Problem details: Repeat every entry exactly as it appears.

==== Recorded information

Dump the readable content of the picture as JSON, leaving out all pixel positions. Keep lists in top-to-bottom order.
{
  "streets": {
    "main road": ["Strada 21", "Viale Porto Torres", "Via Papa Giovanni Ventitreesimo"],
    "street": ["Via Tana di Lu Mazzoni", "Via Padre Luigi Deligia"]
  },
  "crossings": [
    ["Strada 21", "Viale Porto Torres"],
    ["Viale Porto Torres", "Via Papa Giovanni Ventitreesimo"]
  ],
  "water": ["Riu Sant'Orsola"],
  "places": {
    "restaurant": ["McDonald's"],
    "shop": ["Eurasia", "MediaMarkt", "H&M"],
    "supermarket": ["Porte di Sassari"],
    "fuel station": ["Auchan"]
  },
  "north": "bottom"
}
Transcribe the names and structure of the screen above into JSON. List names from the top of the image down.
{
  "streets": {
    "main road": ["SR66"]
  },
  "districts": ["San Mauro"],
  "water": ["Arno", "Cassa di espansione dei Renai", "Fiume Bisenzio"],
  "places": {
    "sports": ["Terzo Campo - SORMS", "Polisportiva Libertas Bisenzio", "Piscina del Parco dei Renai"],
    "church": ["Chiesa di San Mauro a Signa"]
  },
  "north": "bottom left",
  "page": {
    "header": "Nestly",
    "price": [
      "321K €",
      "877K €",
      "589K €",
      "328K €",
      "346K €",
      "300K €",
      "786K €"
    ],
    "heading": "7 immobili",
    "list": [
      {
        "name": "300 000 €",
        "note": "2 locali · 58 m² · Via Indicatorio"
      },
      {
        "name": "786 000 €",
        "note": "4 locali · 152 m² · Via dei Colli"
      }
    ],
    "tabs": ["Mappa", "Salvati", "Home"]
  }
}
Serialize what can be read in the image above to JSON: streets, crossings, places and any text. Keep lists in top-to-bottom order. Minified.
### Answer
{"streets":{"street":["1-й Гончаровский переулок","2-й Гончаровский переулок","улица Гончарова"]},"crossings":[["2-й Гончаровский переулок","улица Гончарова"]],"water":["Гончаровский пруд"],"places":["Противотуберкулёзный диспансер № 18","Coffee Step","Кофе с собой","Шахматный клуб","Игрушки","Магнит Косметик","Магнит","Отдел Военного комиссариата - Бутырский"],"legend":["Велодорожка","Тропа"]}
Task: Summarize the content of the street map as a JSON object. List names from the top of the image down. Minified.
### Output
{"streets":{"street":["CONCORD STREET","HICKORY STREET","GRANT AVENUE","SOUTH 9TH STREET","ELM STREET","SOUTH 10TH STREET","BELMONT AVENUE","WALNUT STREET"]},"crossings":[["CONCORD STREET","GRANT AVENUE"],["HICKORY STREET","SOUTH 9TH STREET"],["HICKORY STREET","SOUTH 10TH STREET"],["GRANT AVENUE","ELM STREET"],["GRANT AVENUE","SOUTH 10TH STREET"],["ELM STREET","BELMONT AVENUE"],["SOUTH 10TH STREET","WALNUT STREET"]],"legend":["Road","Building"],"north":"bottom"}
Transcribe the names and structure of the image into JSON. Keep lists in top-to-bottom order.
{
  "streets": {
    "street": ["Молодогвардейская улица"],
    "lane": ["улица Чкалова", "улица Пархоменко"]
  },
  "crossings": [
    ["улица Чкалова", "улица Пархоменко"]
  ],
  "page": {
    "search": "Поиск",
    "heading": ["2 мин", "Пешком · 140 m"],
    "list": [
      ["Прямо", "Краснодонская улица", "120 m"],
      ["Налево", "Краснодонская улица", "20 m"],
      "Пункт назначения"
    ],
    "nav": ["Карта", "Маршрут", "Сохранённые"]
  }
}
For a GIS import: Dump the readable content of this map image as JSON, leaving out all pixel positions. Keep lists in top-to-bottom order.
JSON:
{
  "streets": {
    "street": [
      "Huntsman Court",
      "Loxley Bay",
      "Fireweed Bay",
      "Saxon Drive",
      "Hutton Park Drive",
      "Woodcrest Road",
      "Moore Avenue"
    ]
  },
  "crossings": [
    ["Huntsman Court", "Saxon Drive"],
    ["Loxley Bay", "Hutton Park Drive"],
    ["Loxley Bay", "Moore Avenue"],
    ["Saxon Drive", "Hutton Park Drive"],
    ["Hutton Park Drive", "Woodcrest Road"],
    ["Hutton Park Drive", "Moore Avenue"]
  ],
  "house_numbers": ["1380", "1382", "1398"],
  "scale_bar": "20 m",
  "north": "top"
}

========

Task result:
Dump the readable content of the picture as JSON, leaving out all pixel positions. Keep lists in top-to-bottom order.
{
  "streets": {
    "main road": ["Strada 21", "Viale Porto Torres", "Via Papa Giovanni Ventitreesimo"],
    "street": ["Via Tana di Lu Mazzoni", "Via Padre Luigi Deligia"]
  },
  "crossings": [
    ["Strada 21", "Viale Porto Torres"],
    ["Viale Porto Torres", "Via Papa Giovanni Ventitreesimo"]
  ],
  "water": ["Riu Sant'Orsola"],
  "places": {
    "restaurant": ["McDonald's"],
    "shop": ["Eurasia", "MediaMarkt", "H&M"],
    "supermarket": ["Porte di Sassari"],
    "fuel station": ["Auchan"]
  },
  "north": "bottom"
}
Transcribe the names and structure of the screen above into JSON. List names from the top of the image down.
{
  "streets": {
    "main road": ["SR66"]
  },
  "districts": ["San Mauro"],
  "water": ["Arno", "Cassa di espansione dei Renai", "Fiume Bisenzio"],
  "places": {
    "sports": ["Terzo Campo - SORMS", "Polisportiva Libertas Bisenzio", "Piscina del Parco dei Renai"],
    "church": ["Chiesa di San Mauro a Signa"]
  },
  "north": "bottom left",
  "page": {
    "header": "Nestly",
    "price": [
      "321K €",
      "877K €",
      "589K €",
      "328K €",
      "346K €",
      "300K €",
      "786K €"
    ],
    "heading": "7 immobili",
    "list": [
      {
        "name": "300 000 €",
        "note": "2 locali · 58 m² · Via Indicatorio"
      },
      {
        "name": "786 000 €",
        "note": "4 locali · 152 m² · Via dei Colli"
      }
    ],
    "tabs": ["Mappa", "Salvati", "Home"]
  }
}
Serialize what can be read in the image above to JSON: streets, crossings, places and any text. Keep lists in top-to-bottom order. Minified.
### Answer
{"streets":{"street":["1-й Гончаровский переулок","2-й Гончаровский переулок","улица Гончарова"]},"crossings":[["2-й Гончаровский переулок","улица Гончарова"]],"water":["Гончаровский пруд"],"places":["Противотуберкулёзный диспансер № 18","Coffee Step","Кофе с собой","Шахматный клуб","Игрушки","Магнит Косметик","Магнит","Отдел Военного комиссариата - Бутырский"],"legend":["Велодорожка","Тропа"]}
Task: Summarize the content of the street map as a JSON object. List names from the top of the image down. Minified.
### Output
{"streets":{"street":["CONCORD STREET","HICKORY STREET","GRANT AVENUE","SOUTH 9TH STREET","ELM STREET","SOUTH 10TH STREET","BELMONT AVENUE","WALNUT STREET"]},"crossings":[["CONCORD STREET","GRANT AVENUE"],["HICKORY STREET","SOUTH 9TH STREET"],["HICKORY STREET","SOUTH 10TH STREET"],["GRANT AVENUE","ELM STREET"],["GRANT AVENUE","SOUTH 10TH STREET"],["ELM STREET","BELMONT AVENUE"],["SOUTH 10TH STREET","WALNUT STREET"]],"legend":["Road","Building"],"north":"bottom"}
Transcribe the names and structure of the image into JSON. Keep lists in top-to-bottom order.
{
  "streets": {
    "street": ["Молодогвардейская улица"],
    "lane": ["улица Чкалова", "улица Пархоменко"]
  },
  "crossings": [
    ["улица Чкалова", "улица Пархоменко"]
  ],
  "page": {
    "search": "Поиск",
    "heading": ["2 мин", "Пешком · 140 m"],
    "list": [
      ["Прямо", "Краснодонская улица", "120 m"],
      ["Налево", "Краснодонская улица", "20 m"],
      "Пункт назначения"
    ],
    "nav": ["Карта", "Маршрут", "Сохранённые"]
  }
}
For a GIS import: Dump the readable content of this map image as JSON, leaving out all pixel positions. Keep lists in top-to-bottom order.
JSON:
{
  "streets": {
    "street": [
      "Huntsman Court",
      "Loxley Bay",
      "Fireweed Bay",
      "Saxon Drive",
      "Hutton Park Drive",
      "Woodcrest Road",
      "Moore Avenue"
    ]
  },
  "crossings": [
    ["Huntsman Court", "Saxon Drive"],
    ["Loxley Bay", "Hutton Park Drive"],
    ["Loxley Bay", "Moore Avenue"],
    ["Saxon Drive", "Hutton Park Drive"],
    ["Hutton Park Drive", "Woodcrest Road"],
    ["Hutton Park Drive", "Moore Avenue"]
  ],
  "house_numbers": ["1380", "1382", "1398"],
  "scale_bar": "20 m",
  "north": "top"
}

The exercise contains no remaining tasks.